-- Opening Marker --

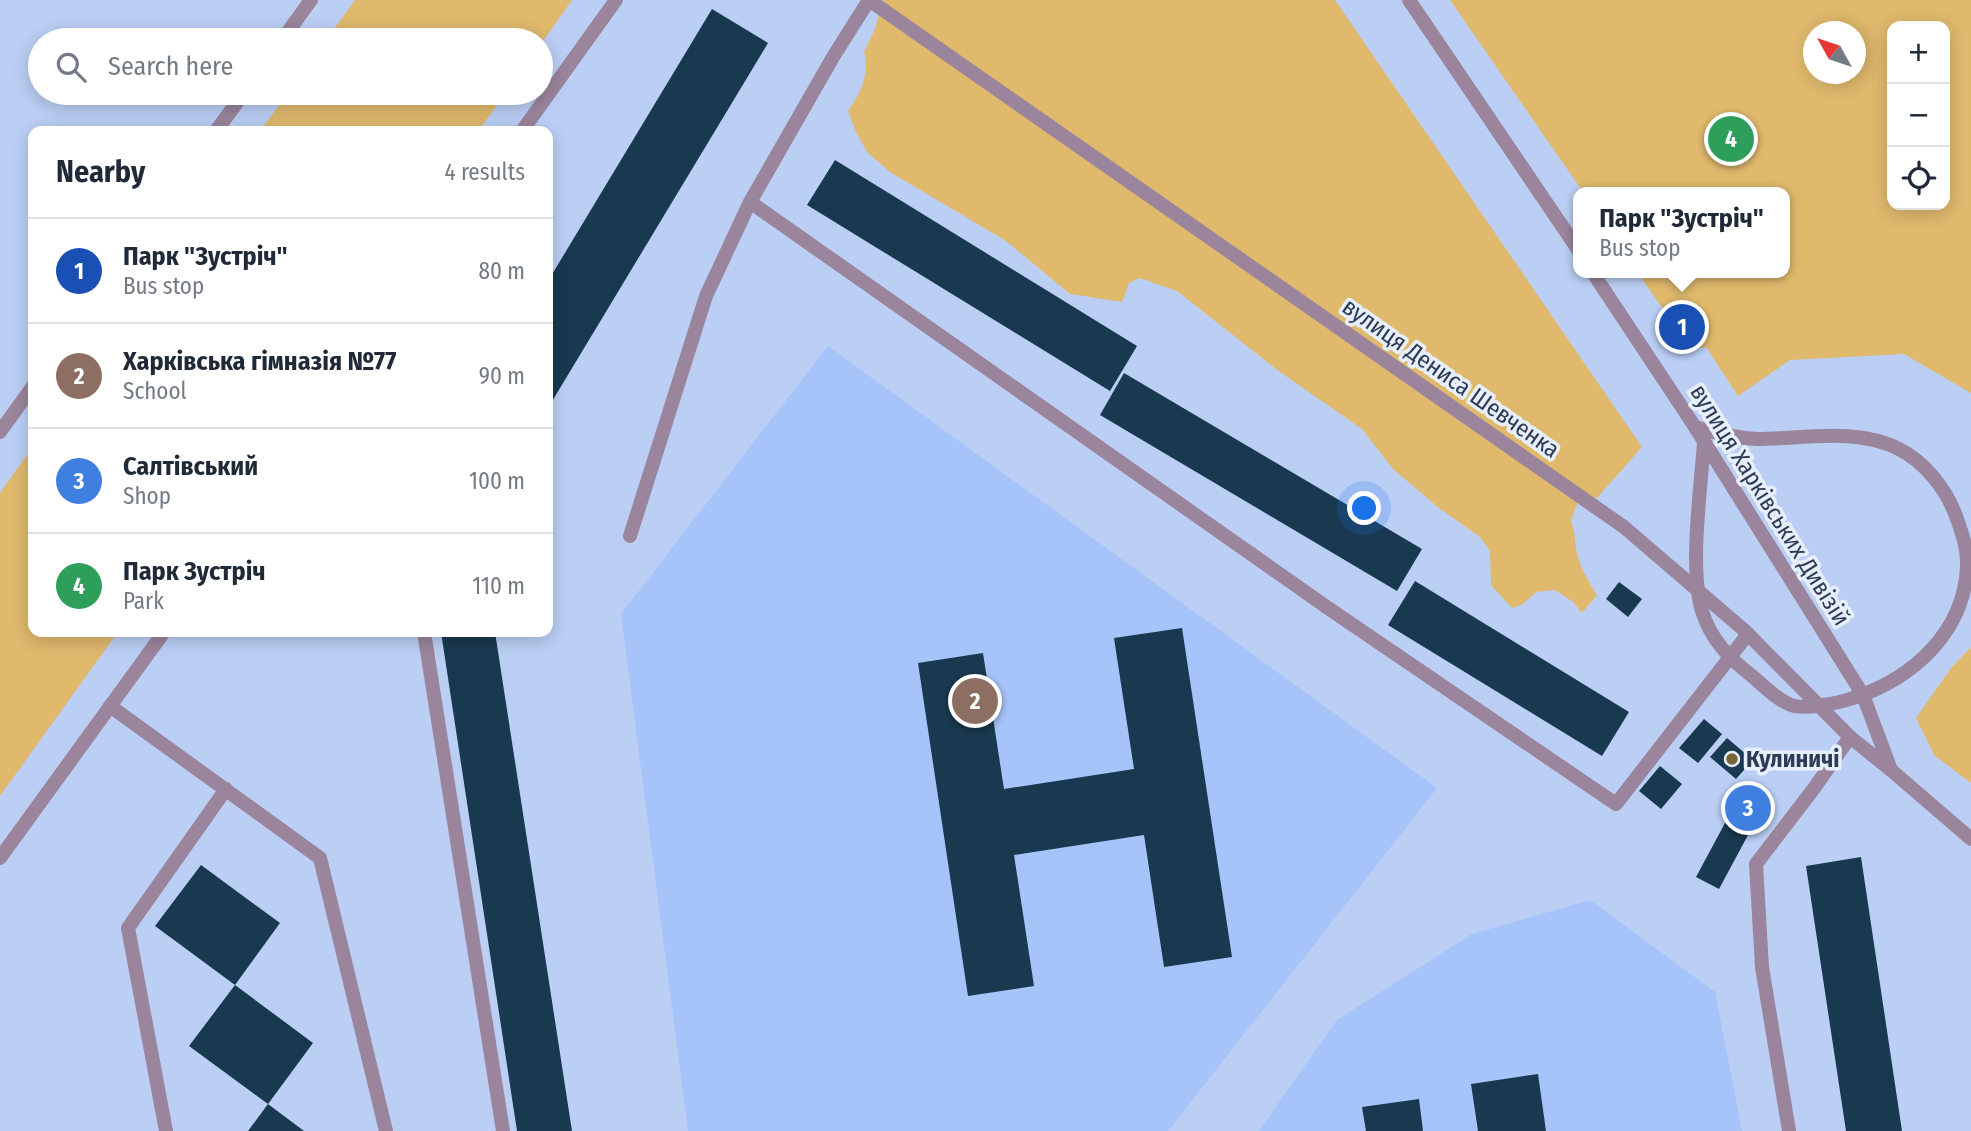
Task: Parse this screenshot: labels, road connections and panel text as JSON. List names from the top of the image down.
{
  "streets": {
    "street": ["вулиця Дениса Шевченка", "вулиця Харківських Дивізій"]
  },
  "crossings": [
    ["вулиця Дениса Шевченка", "вулиця Харківських Дивізій"]
  ],
  "places": ["Кулиничі"],
  "north": "top left",
  "page": {
    "map_buttons": ["+", "−"],
    "search": "Search here",
    "pins": [
      "4",
      "1",
      "2",
      "3"
    ],
    "heading": ["Nearby", "4 results"],
    "popup": ["Парк \"Зустріч\"", "Bus stop"],
    "list": [
      {
        "mark": "1",
        "name": "Парк \"Зустріч\"",
        "note": "Bus stop",
        "value": "80 m"
      },
      {
        "mark": "2",
        "name": "Харківська гімназія №77",
        "note": "School",
        "value": "90 m"
      },
      {
        "mark": "3",
        "name": "Салтівський",
        "note": "Shop",
        "value": "100 m"
      },
      {
        "mark": "4",
        "name": "Парк Зустріч",
        "note": "Park",
        "value": "110 m"
      }
    ]
  }
}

-- Closing Marker --

◆ Directions for this task ◆
Pull out each line of the records holding the string "Зустріч".

◆ Result of this task ◆
    "popup": ["Парк \"Зустріч\"", "Bus stop"],
        "name": "Парк \"Зустріч\"",
        "name": "Парк Зустріч",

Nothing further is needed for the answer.